New Philippines-Japan tax deal aims to unlock capital, jobs

May 29, 2026
12:03PM PHT
Frederick D. Go
DOF Secretary

The Philippines and Japan have agreed to overhaul a decades-old tax treaty, removing a key friction point for businesses as Manila pushes to attract more foreign capital and deepen ties with one of its largest investors.

Signed during President Ferdinand Marcos Jr.’s state visit to Japan, the agreement replaces a convention first negotiated in 1980 and later amended in 2008, updating tax rules for a modern economy increasingly driven by cross-border investment and technology flows.
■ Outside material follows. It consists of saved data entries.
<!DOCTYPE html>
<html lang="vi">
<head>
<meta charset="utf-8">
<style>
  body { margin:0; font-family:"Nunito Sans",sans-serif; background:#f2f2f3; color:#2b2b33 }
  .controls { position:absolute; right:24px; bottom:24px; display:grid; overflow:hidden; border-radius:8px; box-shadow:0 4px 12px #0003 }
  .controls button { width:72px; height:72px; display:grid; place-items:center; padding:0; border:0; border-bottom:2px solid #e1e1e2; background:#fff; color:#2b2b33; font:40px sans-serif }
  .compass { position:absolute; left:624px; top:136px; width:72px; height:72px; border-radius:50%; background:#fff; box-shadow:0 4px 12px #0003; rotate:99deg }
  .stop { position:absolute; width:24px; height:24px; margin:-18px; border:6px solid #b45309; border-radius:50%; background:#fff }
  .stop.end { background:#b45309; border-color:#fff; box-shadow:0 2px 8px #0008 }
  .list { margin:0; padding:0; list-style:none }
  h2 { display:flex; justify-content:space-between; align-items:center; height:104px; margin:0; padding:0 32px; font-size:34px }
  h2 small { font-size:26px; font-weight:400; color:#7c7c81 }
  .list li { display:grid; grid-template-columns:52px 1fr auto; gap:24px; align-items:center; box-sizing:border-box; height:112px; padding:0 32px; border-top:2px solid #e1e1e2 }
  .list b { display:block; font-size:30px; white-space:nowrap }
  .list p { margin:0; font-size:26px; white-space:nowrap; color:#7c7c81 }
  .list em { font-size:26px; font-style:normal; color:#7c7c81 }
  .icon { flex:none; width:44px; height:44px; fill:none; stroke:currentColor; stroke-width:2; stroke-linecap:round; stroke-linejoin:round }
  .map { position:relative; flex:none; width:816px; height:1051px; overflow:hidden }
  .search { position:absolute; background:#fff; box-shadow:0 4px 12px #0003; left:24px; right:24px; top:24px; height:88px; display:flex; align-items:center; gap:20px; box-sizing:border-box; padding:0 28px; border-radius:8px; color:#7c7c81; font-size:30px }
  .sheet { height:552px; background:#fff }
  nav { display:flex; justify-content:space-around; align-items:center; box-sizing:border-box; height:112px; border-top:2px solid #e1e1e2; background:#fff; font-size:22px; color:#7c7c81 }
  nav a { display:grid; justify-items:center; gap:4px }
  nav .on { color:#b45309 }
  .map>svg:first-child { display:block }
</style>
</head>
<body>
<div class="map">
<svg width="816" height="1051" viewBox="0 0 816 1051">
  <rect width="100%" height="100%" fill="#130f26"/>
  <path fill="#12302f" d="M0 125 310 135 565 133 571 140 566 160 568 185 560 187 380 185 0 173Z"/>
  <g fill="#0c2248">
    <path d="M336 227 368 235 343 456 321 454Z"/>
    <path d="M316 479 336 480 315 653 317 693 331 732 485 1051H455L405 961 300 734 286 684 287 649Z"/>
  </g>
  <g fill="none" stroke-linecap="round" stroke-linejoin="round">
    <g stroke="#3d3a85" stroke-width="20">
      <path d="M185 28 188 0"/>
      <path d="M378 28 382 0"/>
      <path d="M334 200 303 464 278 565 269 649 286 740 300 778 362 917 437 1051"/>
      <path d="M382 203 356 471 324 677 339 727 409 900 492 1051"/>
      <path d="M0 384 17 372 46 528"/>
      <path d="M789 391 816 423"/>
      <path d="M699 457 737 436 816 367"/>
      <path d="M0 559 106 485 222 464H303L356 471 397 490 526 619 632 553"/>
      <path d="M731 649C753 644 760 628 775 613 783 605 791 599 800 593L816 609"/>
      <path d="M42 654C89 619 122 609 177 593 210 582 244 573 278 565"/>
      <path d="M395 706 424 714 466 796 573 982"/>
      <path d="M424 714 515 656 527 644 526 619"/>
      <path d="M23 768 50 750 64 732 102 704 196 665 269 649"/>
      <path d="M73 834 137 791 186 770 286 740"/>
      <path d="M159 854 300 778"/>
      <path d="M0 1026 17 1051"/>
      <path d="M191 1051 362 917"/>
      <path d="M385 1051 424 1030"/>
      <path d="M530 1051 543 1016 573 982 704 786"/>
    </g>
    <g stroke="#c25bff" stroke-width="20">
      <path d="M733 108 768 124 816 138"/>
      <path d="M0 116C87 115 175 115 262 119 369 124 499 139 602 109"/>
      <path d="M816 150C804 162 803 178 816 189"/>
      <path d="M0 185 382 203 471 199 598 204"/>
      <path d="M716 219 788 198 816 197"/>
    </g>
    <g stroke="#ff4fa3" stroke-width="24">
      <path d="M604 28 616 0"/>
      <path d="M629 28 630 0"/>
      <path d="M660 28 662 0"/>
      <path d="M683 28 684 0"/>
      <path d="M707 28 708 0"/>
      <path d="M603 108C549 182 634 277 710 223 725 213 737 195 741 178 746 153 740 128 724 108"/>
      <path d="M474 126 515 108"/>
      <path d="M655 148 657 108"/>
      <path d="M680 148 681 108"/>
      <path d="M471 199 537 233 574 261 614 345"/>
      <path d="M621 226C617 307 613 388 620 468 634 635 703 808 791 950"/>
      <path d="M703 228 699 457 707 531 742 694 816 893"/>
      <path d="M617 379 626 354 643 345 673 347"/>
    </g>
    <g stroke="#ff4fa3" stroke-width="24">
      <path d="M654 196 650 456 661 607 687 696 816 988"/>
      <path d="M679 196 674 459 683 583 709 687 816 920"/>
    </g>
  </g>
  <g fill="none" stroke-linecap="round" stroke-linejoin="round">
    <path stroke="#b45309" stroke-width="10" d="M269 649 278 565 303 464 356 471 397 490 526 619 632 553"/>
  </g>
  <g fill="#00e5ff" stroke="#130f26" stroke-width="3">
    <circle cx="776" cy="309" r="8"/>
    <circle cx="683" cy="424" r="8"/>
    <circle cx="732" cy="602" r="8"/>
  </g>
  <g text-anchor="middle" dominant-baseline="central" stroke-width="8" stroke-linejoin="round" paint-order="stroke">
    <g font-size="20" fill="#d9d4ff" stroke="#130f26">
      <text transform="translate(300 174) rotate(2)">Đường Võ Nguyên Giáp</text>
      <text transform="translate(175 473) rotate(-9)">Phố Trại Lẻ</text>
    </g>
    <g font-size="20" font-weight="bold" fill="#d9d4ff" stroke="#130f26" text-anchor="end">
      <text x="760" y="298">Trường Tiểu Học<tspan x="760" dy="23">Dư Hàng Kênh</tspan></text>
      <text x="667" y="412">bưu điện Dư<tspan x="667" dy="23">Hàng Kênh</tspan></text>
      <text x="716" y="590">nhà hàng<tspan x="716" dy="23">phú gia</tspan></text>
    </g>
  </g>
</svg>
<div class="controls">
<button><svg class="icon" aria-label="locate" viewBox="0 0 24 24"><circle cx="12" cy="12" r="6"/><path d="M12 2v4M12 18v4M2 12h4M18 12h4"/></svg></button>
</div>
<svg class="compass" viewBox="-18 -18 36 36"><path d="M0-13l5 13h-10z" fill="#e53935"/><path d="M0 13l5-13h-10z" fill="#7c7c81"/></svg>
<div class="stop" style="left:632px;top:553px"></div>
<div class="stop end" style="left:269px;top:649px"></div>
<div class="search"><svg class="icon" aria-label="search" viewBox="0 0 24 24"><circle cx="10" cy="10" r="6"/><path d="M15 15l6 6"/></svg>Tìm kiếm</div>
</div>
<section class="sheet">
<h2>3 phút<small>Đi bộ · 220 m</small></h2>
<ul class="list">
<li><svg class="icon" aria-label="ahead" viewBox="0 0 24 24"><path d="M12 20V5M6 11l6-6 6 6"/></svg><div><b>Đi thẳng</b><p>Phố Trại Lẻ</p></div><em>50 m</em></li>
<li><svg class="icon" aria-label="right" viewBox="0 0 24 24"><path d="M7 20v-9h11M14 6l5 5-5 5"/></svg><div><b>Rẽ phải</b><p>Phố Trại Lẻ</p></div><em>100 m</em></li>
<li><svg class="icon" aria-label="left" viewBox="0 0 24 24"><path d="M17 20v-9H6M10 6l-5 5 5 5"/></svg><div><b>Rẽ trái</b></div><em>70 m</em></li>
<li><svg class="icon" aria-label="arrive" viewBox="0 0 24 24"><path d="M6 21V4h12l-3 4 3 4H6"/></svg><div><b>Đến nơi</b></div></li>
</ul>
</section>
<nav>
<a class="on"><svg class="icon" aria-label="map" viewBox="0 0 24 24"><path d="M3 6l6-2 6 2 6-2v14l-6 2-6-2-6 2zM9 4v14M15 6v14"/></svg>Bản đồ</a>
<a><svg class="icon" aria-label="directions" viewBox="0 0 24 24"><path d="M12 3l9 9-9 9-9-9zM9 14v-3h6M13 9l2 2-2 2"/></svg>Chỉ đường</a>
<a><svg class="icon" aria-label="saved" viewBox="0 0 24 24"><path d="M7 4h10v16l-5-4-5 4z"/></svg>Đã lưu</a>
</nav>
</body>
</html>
Lower barriers for investors

“This agreement reflects the Philippines’ commitment to fostering a more competitive, predictable, and investment-friendly environment that will create high-quality employment opportunities and sustained economic growth,” Finance Secretary Frederick D. Go said in a statement on Friday. 

The revised treaty eliminates the risk of double taxation and provides clearer rules on cross-border income, reducing costs and improving certainty for companies operating in both countries.

It also updates withholding tax provisions on dividends, interest and royalties, changes designed to encourage greater flows of Japanese capital, technology and business activity into the Philippines.

Japan remains a key partner

That could prove significant as Japan remains one of the country’s largest sources of foreign direct investment, with annual inflows exceeding $800 million in both 2022 and 2023.

The government is betting that lower tax friction and clearer tax treatment will encourage more investments in manufacturing, infrastructure and digital industries while supporting job creation.

The treaty is also expected to benefit more than 245,000 Filipinos living and working in Japan by providing more predictable rules on the taxation of cross-border income.